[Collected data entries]
------------------------------------------------------------
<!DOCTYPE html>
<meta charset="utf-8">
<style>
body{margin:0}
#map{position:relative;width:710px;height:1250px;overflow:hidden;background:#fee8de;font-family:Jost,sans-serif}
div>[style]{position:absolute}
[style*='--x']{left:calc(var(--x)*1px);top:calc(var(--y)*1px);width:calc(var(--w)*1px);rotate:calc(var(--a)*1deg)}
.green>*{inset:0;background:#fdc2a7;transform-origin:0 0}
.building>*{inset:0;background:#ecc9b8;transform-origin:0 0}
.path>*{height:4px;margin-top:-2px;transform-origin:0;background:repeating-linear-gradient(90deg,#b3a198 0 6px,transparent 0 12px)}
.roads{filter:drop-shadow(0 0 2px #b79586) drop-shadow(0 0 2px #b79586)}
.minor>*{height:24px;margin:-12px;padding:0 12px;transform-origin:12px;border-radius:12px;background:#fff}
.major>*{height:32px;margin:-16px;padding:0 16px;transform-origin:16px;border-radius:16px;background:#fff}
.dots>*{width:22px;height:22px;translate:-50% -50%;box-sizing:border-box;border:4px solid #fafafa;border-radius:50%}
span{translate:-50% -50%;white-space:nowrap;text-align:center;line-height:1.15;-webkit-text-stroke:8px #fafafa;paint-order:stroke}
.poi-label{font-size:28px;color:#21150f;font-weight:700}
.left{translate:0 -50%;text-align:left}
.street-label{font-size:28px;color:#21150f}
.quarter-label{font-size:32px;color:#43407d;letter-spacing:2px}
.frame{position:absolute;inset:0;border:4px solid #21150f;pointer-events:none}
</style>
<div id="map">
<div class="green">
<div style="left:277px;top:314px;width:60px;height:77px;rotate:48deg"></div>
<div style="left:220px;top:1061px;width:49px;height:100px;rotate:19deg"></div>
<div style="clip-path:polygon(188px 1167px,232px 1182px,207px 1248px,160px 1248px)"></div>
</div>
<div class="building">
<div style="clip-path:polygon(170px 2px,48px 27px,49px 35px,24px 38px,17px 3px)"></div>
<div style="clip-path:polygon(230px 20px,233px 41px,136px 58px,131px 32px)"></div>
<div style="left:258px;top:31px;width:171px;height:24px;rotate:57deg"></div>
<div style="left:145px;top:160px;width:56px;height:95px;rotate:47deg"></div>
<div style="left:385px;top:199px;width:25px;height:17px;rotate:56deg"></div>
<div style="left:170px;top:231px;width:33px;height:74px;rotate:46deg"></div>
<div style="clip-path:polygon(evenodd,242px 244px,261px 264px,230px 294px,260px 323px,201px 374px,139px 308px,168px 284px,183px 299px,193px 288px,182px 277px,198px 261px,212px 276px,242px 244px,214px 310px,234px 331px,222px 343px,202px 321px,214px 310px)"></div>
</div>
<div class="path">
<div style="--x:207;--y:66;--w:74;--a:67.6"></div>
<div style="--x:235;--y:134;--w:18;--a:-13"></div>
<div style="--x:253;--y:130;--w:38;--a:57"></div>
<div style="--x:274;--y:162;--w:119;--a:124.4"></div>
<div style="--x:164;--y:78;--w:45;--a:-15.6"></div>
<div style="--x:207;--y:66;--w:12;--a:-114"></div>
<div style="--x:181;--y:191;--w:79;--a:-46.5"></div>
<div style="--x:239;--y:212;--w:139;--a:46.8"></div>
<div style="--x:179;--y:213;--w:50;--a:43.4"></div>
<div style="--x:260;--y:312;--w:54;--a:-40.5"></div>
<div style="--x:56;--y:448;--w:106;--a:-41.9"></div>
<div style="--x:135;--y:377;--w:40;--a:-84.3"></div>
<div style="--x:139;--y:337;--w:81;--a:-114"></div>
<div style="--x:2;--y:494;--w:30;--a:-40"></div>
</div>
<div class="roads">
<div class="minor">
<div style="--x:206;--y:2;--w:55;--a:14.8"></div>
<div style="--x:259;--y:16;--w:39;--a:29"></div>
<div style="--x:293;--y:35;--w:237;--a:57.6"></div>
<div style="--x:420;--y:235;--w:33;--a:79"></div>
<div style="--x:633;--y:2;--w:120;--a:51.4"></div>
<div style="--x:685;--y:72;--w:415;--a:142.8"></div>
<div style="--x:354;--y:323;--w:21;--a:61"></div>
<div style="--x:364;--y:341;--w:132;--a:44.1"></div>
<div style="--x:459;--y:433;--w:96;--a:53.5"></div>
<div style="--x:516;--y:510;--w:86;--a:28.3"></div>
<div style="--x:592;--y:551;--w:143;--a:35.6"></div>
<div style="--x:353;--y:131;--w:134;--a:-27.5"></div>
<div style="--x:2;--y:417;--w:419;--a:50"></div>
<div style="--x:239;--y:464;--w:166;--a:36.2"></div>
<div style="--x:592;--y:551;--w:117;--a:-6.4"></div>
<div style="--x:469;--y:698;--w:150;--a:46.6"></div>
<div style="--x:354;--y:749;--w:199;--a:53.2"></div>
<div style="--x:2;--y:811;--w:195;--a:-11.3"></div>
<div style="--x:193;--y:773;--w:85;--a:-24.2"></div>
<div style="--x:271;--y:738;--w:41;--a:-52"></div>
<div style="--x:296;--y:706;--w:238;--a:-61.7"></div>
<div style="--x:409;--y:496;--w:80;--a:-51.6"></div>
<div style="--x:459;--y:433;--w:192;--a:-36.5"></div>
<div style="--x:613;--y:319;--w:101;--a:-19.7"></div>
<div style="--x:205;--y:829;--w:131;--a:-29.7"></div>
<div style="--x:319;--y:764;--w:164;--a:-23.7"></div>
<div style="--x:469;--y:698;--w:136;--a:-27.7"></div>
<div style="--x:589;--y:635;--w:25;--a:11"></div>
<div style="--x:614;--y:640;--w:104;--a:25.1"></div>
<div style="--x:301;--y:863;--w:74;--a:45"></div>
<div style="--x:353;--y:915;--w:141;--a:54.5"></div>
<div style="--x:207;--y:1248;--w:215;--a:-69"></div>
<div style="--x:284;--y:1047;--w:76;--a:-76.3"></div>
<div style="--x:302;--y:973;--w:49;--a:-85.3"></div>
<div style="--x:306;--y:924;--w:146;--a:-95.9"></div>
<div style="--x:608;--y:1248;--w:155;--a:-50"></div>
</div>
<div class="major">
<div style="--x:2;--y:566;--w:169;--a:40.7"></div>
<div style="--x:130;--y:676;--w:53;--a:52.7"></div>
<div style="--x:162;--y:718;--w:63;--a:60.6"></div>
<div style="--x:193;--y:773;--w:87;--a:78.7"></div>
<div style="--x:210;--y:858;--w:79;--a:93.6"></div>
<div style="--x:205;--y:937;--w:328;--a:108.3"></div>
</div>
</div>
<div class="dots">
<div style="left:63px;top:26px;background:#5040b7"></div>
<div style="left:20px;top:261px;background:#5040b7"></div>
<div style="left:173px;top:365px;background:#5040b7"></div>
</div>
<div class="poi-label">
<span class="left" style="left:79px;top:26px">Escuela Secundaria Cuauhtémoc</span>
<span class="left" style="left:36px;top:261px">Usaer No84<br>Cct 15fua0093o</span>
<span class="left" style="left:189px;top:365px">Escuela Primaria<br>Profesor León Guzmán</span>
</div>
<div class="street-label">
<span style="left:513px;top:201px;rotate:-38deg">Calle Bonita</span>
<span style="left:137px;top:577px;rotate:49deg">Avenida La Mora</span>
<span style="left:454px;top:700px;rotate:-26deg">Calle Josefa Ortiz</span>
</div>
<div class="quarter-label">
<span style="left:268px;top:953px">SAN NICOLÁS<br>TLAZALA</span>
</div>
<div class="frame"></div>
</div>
------------------------------------------------------------
* TASK GOAL *
Search the records above for "building". Copy each line where it is found.

* RESULT OF THIS TASK *
.building>*{inset:0;background:#ecc9b8;transform-origin:0 0}
<div class="building">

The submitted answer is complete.